The cache includes a 2018 incident in which a portion of Torres’ bedroom ceiling collapsed after he waited for MHR Management to remediate the water damage on the ceiling. The court ordered HPD’s Code Enforcement Division to do immediate repairs on Sept. 25 that year.
“In each of his cases, he was able to obtain a court order mandating that the landlord make certain repairs within legal deadlines,” Jaswa said.
The lengthy history is the basis for the harassment case they’re now filing against Warren, Jaswa added.
“The landlord has a pattern of doing this, and it’s all documented in these court orders over several years: where Jason repeatedly took his landlord to court, the court found that there were all these violations, and that these problems still persist years later,” he said.

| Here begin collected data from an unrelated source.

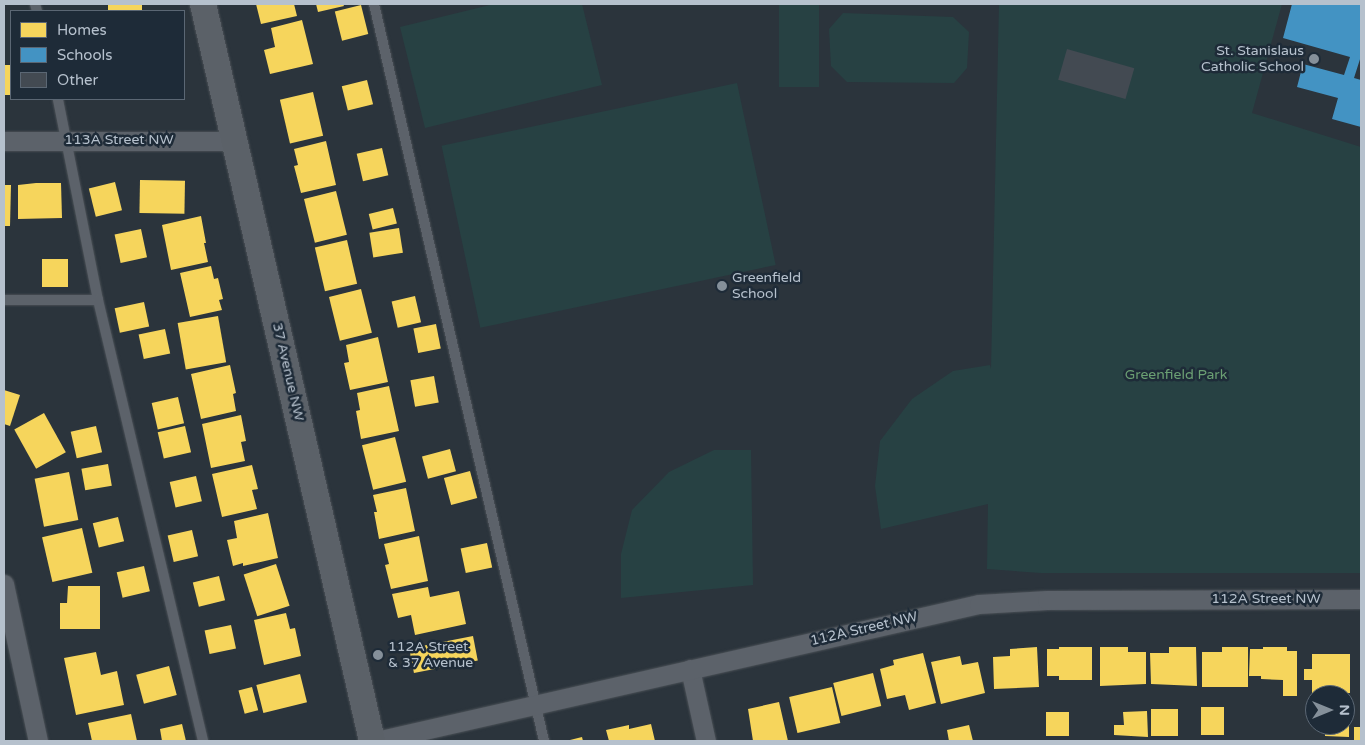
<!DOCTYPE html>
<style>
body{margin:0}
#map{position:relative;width:1365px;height:745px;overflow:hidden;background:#2b343c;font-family:"Varela Round",sans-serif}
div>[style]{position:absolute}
.green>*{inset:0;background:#274143;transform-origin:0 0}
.homes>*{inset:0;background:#f6d55c;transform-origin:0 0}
.schools>*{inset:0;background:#4393c3}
.building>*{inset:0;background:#434a52;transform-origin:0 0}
.roads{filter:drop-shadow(0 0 1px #4a5056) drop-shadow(0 0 1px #4a5056)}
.lane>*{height:10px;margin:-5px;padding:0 5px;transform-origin:5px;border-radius:5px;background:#5c626a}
.street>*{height:19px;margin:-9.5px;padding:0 9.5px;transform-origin:9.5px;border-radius:9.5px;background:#5c626a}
.secondary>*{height:26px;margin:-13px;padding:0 13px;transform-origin:13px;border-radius:13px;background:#5b6168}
.dots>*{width:14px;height:14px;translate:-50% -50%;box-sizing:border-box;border:2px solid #1e2b38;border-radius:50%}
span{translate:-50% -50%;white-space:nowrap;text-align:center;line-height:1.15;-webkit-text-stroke:5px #1e2b38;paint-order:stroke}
.poi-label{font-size:14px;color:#b6c1cd}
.right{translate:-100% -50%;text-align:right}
.left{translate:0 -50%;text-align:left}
.street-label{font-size:14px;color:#b6c1cd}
.park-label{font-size:14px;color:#6b9f73}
.frame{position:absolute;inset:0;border:5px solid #b6c1cd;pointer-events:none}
.legend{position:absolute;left:10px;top:10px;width:175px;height:90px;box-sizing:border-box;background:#1e2b38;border:1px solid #5b6774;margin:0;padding:6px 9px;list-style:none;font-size:15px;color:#b6c1cd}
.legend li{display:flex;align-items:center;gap:10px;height:25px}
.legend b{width:25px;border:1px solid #5b6774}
.north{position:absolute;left:1305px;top:685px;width:50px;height:50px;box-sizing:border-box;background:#1e2b38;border:1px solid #5b6774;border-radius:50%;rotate:90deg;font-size:14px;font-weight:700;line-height:20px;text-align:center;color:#b6c1cd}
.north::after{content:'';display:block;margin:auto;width:18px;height:22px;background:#85909a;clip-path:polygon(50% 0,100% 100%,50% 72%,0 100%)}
</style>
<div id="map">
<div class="green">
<i style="clip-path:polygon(494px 4px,582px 4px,602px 85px,425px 128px,400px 27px)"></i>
<i style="left:779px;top:4px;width:40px;height:83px"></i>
<i style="clip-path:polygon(999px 4px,1282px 4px,1252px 113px,1361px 147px,1361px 573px,1041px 573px,987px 569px,988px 504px,881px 529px,875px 486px,880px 441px,912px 399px,953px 371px,990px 365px,991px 369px)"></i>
<i style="clip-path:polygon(843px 13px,953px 17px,969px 32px,967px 68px,954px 83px,847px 82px,831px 66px,829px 29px)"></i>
<i style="left:737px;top:83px;width:186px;height:302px;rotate:78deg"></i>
<i style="clip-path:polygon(714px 450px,751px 450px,753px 585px,621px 598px,621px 554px,632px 510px,669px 472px)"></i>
</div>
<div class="homes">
<i style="left:108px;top:4px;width:34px;height:7px"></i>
<i style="clip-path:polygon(256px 4px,294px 4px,297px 16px,261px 24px)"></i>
<i style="clip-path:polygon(316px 4px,343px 4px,344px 6px,318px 12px)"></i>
<i style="left:361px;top:5px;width:30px;height:27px;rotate:76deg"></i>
<i style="clip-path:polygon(302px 20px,313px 64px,270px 74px,264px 50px,275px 47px,271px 28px)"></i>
<i style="left:4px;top:65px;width:7px;height:30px"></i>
<i style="left:367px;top:80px;width:25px;height:26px;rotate:76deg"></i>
<i style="left:313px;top:92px;width:45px;height:34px;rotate:77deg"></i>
<i style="clip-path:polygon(326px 141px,336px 185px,301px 193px,294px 166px,298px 165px,294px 149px)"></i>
<i style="left:382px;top:148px;width:28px;height:26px;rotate:77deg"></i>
<i style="left:140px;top:180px;width:45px;height:33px;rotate:1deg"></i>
<i style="left:115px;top:182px;width:29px;height:27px;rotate:76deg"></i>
<i style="clip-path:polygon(36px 183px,61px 183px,62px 218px,18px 219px,18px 185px)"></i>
<i style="clip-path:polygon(4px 185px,11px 185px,10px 226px,4px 226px)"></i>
<i style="left:336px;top:191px;width:45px;height:33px;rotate:76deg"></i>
<i style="left:393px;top:208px;width:16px;height:25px;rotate:76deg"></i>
<i style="clip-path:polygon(201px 216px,206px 243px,204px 243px,208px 262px,171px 270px,162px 225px)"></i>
<i style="left:399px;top:228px;width:25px;height:30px;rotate:81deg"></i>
<i style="left:141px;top:229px;width:29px;height:27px;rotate:78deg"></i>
<i style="left:347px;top:240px;width:45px;height:33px;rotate:77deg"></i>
<i style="left:42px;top:259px;width:26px;height:28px"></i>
<i style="clip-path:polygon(211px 266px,214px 279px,218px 278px,223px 299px,219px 300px,222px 310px,190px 317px,180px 273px)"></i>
<i style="left:361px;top:289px;width:45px;height:33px;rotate:76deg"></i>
<i style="left:415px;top:296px;width:27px;height:24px;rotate:77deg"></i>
<i style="left:144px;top:302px;width:25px;height:30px;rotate:78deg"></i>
<i style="left:218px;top:316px;width:47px;height:41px;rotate:80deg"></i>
<i style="left:436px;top:324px;width:25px;height:23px;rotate:79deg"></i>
<i style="left:165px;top:329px;width:25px;height:27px;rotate:78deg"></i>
<i style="clip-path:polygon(378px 337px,388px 382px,350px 390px,344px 363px,349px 362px,346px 345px)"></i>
<i style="clip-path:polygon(230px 365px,236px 393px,233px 394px,236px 411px,201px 419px,191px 374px)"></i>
<i style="left:434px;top:376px;width:27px;height:24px;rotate:80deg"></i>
<i style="clip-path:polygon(389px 386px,399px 431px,361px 439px,356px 411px,360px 410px,357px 393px)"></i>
<i style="clip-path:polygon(4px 390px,20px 395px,10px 426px,4px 424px)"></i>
<i style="left:178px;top:397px;width:27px;height:27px;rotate:77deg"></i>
<i style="left:44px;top:413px;width:45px;height:34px;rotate:61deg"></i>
<i style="clip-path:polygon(241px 415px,246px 441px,241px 442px,245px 461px,211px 468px,202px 424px)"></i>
<i style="left:96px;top:426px;width:27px;height:26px;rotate:77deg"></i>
<i style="left:185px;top:426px;width:27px;height:28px;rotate:77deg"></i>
<i style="left:395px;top:437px;width:46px;height:34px;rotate:76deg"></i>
<i style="left:450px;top:449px;width:23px;height:29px;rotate:75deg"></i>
<i style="left:108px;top:464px;width:22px;height:27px;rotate:80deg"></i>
<i style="clip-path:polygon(252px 465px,258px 489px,252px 490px,257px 509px,222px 517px,212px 474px)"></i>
<i style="left:470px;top:471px;width:28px;height:27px;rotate:75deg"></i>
<i style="left:69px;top:472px;width:49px;height:35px;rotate:79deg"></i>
<i style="left:196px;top:476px;width:26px;height:27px;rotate:77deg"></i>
<i style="clip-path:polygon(406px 488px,415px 531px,379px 539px,374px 512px,377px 512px,373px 495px)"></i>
<i style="clip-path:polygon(268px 513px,278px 558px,243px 566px,243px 563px,233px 566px,227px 540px,237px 538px,234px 521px)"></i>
<i style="left:118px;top:517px;width:25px;height:26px;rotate:76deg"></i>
<i style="left:82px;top:528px;width:46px;height:41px;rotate:77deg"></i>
<i style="left:192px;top:530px;width:27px;height:25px;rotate:77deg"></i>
<i style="clip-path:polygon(419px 536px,428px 581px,391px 589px,385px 565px,389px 564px,384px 544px)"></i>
<i style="left:487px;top:543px;width:25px;height:27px;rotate:78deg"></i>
<i style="left:276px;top:564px;width:44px;height:34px;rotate:72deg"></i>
<i style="left:144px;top:566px;width:26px;height:28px;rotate:77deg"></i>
<i style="left:219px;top:576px;width:25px;height:27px;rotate:76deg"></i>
<i style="clip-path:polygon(68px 586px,100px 586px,100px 629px,60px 629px,60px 603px,67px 603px)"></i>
<i style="clip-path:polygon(428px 587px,430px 597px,459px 591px,466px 624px,415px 635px,411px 615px,398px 618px,392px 594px)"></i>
<i style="clip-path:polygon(286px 613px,290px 629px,295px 628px,301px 656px,264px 665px,254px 620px)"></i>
<i style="left:231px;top:625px;width:24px;height:27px;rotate:78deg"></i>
<i style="left:473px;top:636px;width:25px;height:65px;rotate:79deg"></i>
<i style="clip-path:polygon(1037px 647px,1039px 687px,994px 689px,993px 657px,1010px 656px,1010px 649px)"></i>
<i style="clip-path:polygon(1059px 647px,1092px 647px,1092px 680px,1059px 680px,1059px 676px,1047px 676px,1047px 649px,1059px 649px)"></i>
<i style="clip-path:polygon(1100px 647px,1128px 647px,1128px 652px,1146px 652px,1146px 684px,1100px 686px)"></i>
<i style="clip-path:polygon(1169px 647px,1196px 647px,1197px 686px,1151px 684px,1150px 653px,1169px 653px)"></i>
<i style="clip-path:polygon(1222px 647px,1248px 647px,1248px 687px,1202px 687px,1202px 652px,1222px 652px)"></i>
<i style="clip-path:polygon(1263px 647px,1287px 647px,1287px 651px,1297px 651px,1297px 696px,1283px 696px,1283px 680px,1261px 679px,1261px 676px,1249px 676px,1250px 649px,1263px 649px)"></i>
<i style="clip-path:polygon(96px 652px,101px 675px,117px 671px,124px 705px,76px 715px,64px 658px)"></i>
<i style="clip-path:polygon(923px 653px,936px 703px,909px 710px,905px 695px,887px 699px,880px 669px,894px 665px,893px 660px)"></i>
<i style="clip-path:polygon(1312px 654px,1350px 654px,1350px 693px,1312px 693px,1312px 680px,1304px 680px,1304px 669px,1312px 669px)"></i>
<i style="clip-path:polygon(960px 656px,962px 665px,978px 662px,985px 693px,941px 704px,931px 662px)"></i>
<i style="left:169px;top:666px;width:30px;height:34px;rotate:75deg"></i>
<i style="left:873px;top:673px;width:34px;height:41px;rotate:76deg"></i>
<i style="left:300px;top:674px;width:29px;height:45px;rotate:76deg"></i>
<i style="left:252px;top:687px;width:24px;height:14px;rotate:75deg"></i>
<i style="left:832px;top:687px;width:37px;height:44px;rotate:77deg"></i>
<i style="clip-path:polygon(779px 702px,788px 741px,753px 741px,748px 709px)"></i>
<i style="left:1201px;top:707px;width:23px;height:28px"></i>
<i style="left:1151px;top:709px;width:27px;height:27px"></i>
<i style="clip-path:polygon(1345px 710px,1349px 710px,1349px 737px,1325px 736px,1325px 725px,1345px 725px)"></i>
<i style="clip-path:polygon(1147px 711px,1148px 737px,1114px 735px,1114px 725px,1124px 725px,1123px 712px)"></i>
<i style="left:1046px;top:712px;width:23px;height:24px"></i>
<i style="clip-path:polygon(131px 714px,137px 741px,92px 741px,88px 723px)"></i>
<i style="clip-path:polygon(182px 724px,186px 741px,162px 741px,160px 729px)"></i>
<i style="clip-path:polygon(651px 724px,655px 741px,609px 741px,606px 730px,629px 725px,629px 729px)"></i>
<i style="clip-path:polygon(969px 725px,973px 741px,949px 741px,947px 730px)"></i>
<i style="left:1354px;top:727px;width:7px;height:14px"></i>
<i style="clip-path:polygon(582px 737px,583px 741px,566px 741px)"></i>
</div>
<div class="schools">
<i style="clip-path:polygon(1292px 4px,1361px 4px,1361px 56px,1354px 78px,1361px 80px,1361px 127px,1332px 119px,1338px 98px,1297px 87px,1303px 64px,1344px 75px,1350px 57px,1283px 38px)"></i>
</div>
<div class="building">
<i style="left:1067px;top:49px;width:70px;height:32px;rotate:16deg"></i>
</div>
<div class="roads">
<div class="lane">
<i style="left:35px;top:4px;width:7px;rotate:74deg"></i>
<i style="left:374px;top:4px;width:756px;rotate:77.01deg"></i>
<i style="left:4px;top:300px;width:94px"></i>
<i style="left:98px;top:300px;width:205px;rotate:-101.3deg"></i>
<i style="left:98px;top:300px;width:453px;rotate:76.6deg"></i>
</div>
<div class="street">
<i style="left:4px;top:141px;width:231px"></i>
<i style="left:4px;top:584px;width:161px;rotate:77.8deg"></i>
<i style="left:690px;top:669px;width:74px;rotate:77.5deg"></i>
<i style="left:376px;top:741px;width:618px;rotate:-12.8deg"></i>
<i style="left:979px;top:604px;width:68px;rotate:-3.4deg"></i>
<i style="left:1047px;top:600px;width:314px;rotate:-0.2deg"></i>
</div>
<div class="secondary">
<i style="left:203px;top:4px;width:756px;rotate:77.08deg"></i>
</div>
</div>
<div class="dots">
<i style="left:1314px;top:59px;background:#85909a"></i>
<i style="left:722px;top:286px;background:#85909a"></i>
<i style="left:378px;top:655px;background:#85909a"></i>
</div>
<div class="poi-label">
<span class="right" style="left:1304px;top:59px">St. Stanislaus<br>Catholic School</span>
<span class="left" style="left:732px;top:286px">Greenfield<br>School</span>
<span class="left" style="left:388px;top:655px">112A Street<br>&amp; 37 Avenue</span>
</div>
<div class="street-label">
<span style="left:119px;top:140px">113A Street NW</span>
<span style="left:288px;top:372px;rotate:77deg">37 Avenue NW</span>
<span style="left:1266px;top:599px">112A Street NW</span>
<span style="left:864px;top:629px;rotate:-13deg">112A Street NW</span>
</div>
<div class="park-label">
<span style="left:1176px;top:375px">Greenfield Park</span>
</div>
<div class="frame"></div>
<ul class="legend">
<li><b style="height:14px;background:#f6d55c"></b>Homes</li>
<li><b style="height:14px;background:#4393c3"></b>Schools</li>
<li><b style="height:14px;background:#434a52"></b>Other</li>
</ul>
<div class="north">N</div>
</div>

Torres told THE CITY that conditions in the apartment have become “unlivable,” and that the mold often causes his asthma to flare up.
Bianco noted that Warren has entered into a new loan with HPD to complete repairs and that they “expect to start work soon.”
The rent-stabilized building has a tax abatement and underwent a previous renovation of its roof and boiler system, Bianco said, with loans from the city in 2015.
‘My Requests Are Not Outlandish’
Torres has lived in the building since he was four years old. Family photos in his grandfather’s living room downstairs feature family photos through the generations — anniversaries, holidays, birthdays — all in the Sedgwick Avenue building.
He says that his demands, and reliance on the courts to force action, have his landlords and HPD label him as a troublemaker — and not simply someone who wants to live in decent surroundings.
“They’ve told my previous attorneys, people who come into my apartment to do work, that I’m difficult to work with, that I’m a bad tenant, that I’m problematic,” Torres said. “All I’ve ever requested is for the water to stop leaking. My requests are not outlandish.”